Suppose you buy the widget for $2 and sell it for $6. That’s a gross margin of $4 and it seems like enough, right? Unfortunately, focusing just on gross margin isn’t enough. Aside from the $2 you paid for that widget, there are all those other expenditures, including your rent, your payroll, your insurance, your electric and water bill, all of your marketing costs, and lots of hidden costs, like the computers and software you’ll need to buy next year. We call that overhead and tend to forget it. Which is a shame, because a lot of businesses forget about it all the way to the business grave. You run out of money.

Use your thinking about pricing to go back and review your strategic action plan for your business offering. Does your pricing align with your product or service?

Social Media and Branding

This is huge. This is what the marketing plan is aiming for. You understand the buyer, the target segment, pricing, distribution, and the rest, so you can figure out what your messages are, to whom to send them, and how to send them.

Traditionally, branding was about what the textbooks call the marketing mix, which included details of advertising, collaterals, public relations, events, promotions and so forth. You can still find a lot of information about all that in bookstores, blogs, and on the web. But be careful, because even though the fundamentals of target audience and message and media are still valid, branding and actual marketing have changed overnight. Consider this statement:

You don’t control your brand. Your customers do.

As I write this, traditional advertising and most of the traditional marketing mix is in disruption from social media and the changing landscape around it. I like the phrase Jim Blasingame uses as the title his latest book: The Age of The Customer. He says the balance of power has changed forever. Previously, companies paid for advertising to send their message to the world – one-way communication. That’s like buying your branding, which is like buying a voice and shouting slogans at a crowd. In the new world, instead of buying your branding, you earn it, through engagement, and effort; and what the world thinks of your business is what your customers tell each other about it.

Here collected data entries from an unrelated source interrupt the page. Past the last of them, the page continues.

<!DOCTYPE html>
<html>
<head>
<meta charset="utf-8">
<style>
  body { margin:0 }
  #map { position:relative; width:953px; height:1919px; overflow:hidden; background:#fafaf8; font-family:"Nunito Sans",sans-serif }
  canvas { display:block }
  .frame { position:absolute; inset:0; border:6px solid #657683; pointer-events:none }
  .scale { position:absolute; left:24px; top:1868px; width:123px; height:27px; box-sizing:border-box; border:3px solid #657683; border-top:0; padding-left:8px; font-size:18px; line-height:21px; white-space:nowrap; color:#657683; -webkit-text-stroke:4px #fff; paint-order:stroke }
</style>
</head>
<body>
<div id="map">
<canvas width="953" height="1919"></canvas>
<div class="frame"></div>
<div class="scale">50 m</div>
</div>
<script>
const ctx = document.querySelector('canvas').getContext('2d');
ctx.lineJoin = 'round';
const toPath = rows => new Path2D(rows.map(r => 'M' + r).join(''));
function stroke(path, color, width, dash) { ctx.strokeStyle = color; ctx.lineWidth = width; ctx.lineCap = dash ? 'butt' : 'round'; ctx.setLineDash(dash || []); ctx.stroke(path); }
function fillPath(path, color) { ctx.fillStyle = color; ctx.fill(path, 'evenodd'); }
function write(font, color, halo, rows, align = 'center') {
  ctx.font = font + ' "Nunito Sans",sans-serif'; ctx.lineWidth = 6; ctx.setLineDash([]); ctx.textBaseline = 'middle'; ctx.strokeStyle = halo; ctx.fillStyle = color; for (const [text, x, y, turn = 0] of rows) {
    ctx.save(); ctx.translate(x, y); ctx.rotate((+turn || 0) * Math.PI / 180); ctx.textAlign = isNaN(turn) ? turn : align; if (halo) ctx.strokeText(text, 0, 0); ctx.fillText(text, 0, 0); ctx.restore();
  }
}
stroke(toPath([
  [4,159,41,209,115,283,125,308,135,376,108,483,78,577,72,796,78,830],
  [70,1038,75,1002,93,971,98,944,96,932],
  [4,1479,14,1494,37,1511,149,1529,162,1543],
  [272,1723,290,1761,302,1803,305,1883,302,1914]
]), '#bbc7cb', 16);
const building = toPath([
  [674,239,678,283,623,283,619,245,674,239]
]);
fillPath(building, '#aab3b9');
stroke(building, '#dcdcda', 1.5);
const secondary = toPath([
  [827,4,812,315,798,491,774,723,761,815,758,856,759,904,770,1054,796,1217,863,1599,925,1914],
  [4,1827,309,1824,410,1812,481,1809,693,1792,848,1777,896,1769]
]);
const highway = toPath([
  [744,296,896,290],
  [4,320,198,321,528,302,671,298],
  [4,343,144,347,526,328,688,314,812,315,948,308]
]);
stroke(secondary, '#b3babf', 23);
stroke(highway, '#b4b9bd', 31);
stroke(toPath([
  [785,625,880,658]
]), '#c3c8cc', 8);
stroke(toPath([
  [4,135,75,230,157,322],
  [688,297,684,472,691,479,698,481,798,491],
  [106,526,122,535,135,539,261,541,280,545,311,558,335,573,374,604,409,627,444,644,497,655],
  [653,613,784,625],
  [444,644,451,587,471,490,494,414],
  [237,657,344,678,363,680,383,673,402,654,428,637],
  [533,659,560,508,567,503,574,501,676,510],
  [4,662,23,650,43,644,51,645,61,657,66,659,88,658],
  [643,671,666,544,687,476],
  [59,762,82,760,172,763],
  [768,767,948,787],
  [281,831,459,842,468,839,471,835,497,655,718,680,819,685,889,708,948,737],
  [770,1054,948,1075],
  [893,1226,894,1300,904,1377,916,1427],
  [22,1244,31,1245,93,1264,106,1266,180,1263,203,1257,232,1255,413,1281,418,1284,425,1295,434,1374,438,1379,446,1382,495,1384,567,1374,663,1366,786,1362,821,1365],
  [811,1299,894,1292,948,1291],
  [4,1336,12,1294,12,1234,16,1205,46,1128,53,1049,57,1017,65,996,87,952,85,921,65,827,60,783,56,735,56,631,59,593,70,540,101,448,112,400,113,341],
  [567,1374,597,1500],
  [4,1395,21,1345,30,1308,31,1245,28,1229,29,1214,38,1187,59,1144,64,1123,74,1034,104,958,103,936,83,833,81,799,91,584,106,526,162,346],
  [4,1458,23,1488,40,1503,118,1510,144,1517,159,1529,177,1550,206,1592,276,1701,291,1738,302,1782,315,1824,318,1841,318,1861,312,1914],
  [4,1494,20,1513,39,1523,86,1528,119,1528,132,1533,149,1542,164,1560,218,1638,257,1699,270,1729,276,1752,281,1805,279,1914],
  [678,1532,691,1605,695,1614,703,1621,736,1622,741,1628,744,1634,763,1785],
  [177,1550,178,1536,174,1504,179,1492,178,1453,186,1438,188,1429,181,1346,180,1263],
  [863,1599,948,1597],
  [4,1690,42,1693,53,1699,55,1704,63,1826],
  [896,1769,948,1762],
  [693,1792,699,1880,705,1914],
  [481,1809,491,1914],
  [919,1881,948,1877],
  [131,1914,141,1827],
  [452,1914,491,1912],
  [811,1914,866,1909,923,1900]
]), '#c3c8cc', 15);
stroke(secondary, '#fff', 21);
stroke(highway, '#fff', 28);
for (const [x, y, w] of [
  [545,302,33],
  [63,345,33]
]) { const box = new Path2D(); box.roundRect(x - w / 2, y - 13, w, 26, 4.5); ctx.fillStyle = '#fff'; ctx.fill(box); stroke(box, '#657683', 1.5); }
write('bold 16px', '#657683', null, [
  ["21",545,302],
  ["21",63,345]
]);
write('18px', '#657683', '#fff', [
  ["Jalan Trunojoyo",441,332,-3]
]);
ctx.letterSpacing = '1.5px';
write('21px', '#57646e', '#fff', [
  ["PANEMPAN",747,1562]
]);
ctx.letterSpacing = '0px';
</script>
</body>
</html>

And changes come very fast. Mobile is the new web. Facebook, Twitter, Google+, and LinkedIn are the giants today, but new platforms come quickly.

Your work and thinking here have a huge impact on marketing tactics. Inputs like target marketing, segmentation, messaging, and media will never be the same. Advertising, public relations, and events are radically different now from what they were just 10 years ago. So definitely incorporate social media in your marketing tactics unless you are in a very old-fashioned business with very old-fashioned customers. And social media is not something many business owners do well in their spare time. The accounts may be free, but the time and effort aren’t. Make sure you plan for it.